There’s not much in retail that’s worse than a minus in front of a sales or profit figure but M&S looks as if it’s going the right way.

There’s not much in retail that’s worse than a minus in front of a sales or profit figure.

But for Marks & Spencer that’s been the case for a while at its crucial clothing division so the focus has been on the direction of travel the numbers show.

M&S boss Marc Bolland has, to the frustration of some, time and again emphasised that he is on a “step by step journey” towards putting the bellwether business back on course.

Wednesday’s interims showed that he seems to be making some progress towards a destination that has sometimes appeared more of a mirage than reality.

The latest numbers can be sliced and diced in various ways. Underlying profit up, statutory a little down, operating profit at the flagship UK business off a bit.
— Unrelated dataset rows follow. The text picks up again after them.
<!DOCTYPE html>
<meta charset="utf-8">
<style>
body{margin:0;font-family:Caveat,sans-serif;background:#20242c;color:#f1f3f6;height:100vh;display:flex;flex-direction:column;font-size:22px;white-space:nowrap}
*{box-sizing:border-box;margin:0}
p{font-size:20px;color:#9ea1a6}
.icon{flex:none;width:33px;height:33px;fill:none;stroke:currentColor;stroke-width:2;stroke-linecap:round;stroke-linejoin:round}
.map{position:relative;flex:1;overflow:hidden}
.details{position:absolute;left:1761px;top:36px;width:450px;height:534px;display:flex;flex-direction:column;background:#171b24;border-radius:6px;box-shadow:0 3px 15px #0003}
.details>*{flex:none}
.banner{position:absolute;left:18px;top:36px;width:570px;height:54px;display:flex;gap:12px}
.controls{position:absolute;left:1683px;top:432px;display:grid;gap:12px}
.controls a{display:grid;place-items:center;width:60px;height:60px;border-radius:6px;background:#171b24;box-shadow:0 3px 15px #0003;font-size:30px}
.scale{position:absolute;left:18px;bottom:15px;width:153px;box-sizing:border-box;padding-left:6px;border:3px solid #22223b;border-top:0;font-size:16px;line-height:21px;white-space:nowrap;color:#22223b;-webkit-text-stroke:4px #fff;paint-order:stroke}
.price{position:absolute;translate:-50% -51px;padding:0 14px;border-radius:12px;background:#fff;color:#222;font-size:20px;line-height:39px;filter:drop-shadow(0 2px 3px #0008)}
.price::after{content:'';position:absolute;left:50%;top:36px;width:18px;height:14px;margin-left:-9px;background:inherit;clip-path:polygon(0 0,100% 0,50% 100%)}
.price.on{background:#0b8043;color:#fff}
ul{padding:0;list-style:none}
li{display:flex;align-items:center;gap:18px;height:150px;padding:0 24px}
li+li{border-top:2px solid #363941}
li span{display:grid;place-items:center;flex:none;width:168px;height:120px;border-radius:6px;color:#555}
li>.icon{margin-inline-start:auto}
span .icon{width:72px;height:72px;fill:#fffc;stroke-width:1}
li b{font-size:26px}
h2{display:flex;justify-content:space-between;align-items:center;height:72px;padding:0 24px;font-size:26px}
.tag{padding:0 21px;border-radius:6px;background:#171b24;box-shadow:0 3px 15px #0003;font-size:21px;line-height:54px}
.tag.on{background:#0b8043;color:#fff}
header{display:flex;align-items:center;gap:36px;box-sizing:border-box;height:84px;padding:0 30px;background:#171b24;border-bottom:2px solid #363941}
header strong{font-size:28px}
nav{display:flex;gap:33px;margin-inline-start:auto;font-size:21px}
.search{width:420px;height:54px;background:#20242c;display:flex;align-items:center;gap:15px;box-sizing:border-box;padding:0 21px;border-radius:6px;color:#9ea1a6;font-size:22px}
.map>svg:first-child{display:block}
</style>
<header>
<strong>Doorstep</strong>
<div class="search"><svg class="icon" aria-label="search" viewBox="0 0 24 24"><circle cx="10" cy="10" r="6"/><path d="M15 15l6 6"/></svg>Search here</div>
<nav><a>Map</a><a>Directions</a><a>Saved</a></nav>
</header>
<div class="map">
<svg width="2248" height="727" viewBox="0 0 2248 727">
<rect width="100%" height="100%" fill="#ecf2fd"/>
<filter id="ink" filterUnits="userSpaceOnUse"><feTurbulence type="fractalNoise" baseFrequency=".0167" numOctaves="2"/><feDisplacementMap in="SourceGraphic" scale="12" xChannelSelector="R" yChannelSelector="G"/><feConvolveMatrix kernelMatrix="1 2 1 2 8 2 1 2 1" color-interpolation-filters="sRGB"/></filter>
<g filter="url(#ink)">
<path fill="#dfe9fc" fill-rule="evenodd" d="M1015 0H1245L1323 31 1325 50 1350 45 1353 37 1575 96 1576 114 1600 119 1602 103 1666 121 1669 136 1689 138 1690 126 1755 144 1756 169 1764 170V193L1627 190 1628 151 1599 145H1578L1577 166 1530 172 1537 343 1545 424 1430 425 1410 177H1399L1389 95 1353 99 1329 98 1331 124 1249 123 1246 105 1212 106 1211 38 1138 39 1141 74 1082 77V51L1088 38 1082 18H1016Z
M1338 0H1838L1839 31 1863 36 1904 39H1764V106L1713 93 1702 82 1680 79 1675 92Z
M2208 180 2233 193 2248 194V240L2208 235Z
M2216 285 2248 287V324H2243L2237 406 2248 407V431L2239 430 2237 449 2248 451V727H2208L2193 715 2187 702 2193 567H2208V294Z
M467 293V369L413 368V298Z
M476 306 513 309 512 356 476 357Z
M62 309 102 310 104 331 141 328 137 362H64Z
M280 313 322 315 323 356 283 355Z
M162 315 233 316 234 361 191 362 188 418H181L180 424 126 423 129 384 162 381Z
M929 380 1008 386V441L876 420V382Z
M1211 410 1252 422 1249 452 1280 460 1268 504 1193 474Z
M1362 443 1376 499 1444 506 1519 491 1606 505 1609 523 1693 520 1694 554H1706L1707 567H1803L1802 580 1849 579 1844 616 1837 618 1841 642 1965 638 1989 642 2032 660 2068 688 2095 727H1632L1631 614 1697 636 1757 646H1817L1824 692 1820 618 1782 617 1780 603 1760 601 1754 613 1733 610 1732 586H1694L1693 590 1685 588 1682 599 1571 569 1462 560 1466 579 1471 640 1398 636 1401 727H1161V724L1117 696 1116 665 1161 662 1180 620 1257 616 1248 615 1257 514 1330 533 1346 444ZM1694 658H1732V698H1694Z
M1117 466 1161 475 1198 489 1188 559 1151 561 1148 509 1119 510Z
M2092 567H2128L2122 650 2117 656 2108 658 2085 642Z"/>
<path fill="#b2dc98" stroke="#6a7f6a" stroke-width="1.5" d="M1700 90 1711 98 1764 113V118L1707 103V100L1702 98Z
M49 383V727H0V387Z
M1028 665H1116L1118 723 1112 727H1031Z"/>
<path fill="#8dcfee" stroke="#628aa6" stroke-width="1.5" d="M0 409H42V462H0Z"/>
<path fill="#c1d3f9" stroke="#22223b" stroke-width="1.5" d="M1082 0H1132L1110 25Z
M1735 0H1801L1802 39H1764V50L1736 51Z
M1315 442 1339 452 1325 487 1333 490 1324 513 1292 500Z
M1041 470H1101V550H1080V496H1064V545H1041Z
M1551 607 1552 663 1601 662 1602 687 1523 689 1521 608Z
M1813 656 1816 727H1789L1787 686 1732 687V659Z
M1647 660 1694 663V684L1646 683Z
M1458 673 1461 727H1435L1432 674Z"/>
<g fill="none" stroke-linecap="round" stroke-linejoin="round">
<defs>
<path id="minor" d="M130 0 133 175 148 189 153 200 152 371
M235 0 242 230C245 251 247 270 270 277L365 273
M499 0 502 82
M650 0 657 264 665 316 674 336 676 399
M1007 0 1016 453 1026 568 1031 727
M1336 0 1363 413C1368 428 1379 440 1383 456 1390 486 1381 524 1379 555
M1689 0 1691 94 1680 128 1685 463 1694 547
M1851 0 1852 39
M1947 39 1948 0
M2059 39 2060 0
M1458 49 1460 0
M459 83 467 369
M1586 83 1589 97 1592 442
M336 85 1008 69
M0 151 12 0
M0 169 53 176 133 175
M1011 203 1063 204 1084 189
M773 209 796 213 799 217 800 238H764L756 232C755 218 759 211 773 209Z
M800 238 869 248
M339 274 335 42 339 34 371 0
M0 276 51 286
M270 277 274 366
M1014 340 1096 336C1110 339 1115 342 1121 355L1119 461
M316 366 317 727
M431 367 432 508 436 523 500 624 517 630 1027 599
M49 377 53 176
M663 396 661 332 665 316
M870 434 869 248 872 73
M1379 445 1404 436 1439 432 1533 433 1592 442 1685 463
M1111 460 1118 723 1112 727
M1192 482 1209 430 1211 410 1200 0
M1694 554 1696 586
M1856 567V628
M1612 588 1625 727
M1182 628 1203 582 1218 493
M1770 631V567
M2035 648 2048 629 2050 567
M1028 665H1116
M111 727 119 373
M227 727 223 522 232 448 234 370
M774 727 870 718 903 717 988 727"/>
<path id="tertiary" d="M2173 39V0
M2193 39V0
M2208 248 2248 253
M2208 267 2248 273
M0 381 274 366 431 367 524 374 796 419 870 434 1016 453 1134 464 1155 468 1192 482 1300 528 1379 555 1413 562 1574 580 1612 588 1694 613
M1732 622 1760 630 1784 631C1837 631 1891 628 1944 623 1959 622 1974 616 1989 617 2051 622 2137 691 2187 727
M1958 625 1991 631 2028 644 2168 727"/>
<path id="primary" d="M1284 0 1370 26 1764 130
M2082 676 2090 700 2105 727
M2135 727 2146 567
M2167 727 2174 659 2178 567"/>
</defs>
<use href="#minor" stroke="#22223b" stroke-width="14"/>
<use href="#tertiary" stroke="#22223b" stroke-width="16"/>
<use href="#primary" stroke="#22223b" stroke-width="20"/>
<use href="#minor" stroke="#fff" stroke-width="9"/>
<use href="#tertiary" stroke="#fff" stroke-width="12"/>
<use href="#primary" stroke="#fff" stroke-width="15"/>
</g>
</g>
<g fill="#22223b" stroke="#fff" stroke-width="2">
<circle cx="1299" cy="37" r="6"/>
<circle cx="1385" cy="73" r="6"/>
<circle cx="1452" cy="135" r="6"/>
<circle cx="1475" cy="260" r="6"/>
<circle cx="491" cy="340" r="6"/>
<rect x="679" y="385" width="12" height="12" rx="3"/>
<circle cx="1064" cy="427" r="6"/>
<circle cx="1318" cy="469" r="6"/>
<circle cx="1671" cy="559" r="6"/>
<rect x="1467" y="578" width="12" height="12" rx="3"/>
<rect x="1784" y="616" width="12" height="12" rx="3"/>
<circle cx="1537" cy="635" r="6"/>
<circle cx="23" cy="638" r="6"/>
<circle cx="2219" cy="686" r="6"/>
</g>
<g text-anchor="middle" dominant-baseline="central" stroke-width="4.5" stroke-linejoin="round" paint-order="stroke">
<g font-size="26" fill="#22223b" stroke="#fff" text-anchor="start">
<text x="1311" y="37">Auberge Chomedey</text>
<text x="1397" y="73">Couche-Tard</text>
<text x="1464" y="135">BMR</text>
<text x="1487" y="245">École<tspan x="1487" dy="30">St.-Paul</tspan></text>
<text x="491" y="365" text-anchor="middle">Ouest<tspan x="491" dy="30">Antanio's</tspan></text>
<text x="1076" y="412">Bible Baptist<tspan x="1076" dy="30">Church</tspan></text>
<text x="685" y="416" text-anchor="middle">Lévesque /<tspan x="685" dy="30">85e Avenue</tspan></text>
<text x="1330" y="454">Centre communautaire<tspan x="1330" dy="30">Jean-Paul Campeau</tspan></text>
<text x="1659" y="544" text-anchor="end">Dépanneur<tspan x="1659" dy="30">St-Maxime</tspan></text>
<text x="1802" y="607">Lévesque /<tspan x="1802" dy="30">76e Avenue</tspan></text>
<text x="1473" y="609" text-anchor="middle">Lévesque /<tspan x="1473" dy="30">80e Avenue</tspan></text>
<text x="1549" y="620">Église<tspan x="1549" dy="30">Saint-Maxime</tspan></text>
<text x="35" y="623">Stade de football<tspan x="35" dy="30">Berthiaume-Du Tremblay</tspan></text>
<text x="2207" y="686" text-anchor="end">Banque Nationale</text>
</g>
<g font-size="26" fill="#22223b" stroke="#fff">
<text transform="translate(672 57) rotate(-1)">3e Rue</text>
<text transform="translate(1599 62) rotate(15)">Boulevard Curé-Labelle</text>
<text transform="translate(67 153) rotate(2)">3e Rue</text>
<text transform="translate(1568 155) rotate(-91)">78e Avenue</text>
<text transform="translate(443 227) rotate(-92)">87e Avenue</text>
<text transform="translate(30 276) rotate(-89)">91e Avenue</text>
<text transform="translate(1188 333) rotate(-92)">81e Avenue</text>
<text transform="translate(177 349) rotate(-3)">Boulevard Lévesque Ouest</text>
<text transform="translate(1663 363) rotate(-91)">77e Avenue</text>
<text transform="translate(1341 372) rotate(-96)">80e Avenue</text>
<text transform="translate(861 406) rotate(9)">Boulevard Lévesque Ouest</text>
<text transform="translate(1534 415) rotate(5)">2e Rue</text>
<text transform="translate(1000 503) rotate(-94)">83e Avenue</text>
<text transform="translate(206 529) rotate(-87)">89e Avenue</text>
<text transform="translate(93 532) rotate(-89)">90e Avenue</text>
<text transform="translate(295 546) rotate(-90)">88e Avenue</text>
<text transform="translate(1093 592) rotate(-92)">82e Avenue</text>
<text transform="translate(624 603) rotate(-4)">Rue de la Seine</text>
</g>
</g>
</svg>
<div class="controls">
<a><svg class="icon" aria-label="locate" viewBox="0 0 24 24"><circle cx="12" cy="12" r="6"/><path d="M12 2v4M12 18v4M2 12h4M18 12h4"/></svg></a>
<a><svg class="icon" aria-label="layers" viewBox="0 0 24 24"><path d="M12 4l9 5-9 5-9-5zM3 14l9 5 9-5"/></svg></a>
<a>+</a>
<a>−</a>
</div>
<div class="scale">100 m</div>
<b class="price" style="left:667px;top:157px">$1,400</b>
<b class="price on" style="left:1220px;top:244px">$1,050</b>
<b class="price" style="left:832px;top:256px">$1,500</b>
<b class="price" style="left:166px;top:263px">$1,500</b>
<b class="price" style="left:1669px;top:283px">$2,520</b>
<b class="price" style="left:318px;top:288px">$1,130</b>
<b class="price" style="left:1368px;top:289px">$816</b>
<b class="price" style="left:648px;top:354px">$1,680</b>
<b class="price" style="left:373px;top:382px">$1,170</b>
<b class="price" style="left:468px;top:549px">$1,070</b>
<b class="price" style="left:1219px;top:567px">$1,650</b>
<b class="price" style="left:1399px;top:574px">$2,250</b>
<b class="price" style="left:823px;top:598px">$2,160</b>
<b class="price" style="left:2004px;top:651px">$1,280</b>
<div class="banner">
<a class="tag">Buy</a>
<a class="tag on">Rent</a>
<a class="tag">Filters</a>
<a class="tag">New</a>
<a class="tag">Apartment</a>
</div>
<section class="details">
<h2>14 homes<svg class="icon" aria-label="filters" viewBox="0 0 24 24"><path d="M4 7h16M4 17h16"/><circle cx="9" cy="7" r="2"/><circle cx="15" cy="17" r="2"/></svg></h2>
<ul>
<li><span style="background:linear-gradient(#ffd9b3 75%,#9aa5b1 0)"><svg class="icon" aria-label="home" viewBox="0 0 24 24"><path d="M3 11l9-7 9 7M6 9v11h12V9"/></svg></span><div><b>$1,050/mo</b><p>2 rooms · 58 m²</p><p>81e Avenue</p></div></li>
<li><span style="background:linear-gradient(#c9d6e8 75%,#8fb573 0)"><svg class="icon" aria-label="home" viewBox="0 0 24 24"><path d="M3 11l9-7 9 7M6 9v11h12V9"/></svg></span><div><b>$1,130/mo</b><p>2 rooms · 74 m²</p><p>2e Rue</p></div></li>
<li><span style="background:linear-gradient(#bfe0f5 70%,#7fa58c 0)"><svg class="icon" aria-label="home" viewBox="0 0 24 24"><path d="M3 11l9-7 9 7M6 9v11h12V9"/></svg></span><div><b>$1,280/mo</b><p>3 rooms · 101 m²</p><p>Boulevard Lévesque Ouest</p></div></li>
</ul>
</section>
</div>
But there’s no disputing earnings came in ahead of consensus expectations and that no doubt will have put a little spring in Bolland’s step.

Like other apparel groups, M&S sweated during the hot autumn that wilted fashion sales.

That was a disappointment after the warm reception the retailer’s latest ranges received from fashionistas and a rise in womenswear sales in the first five months of the half year.

However, a focus on full-price sales paid off and M&S managed to protect margin and also increased its target for the full year.

The results were greeted – at the time of writing – with a 9% share price rise.

That, however, is as much a verdict on M&S’s past underperformance as it may be a sign of optimism that the retailer may at last be returning to some sort of form.

A day before M&S reported, value fashion powerhouse Primark unveiled a 30% annual profit increase. Since its year-end in mid-September it is understood that Primark’s sales and profits have climbed 10%.

George Weston, chief executive of Primark parent ABF, told Retail Week: “The way people think about clothes shopping has changed for good. People are paying less for clothes.”

The rise of Primark has changed the fashion retail landscape and is no doubt one factor in M&S’s problems in recent years.

However Wednesday’s results showed that M&S need not simply race to the bottom on price if it makes the right style calls.

The old mantra, often repeated by ex-M&S boss Sir Stuart Rose, that value is the function of price times quality can still hold true.  

Bolland’s compass seems to be guiding M&S along the right route – albeit step by step, inch by inch, toehold by toehold.

The retailer’s bosses may be allowed to clink a glass of M&S’s Oudinot Brut NV Champagne (£150 for a case of six bottles if you’re interested) this week.

But until there’s a plus sign in front of the general merchandise top line it’s still not quite party time at Paddington Basin.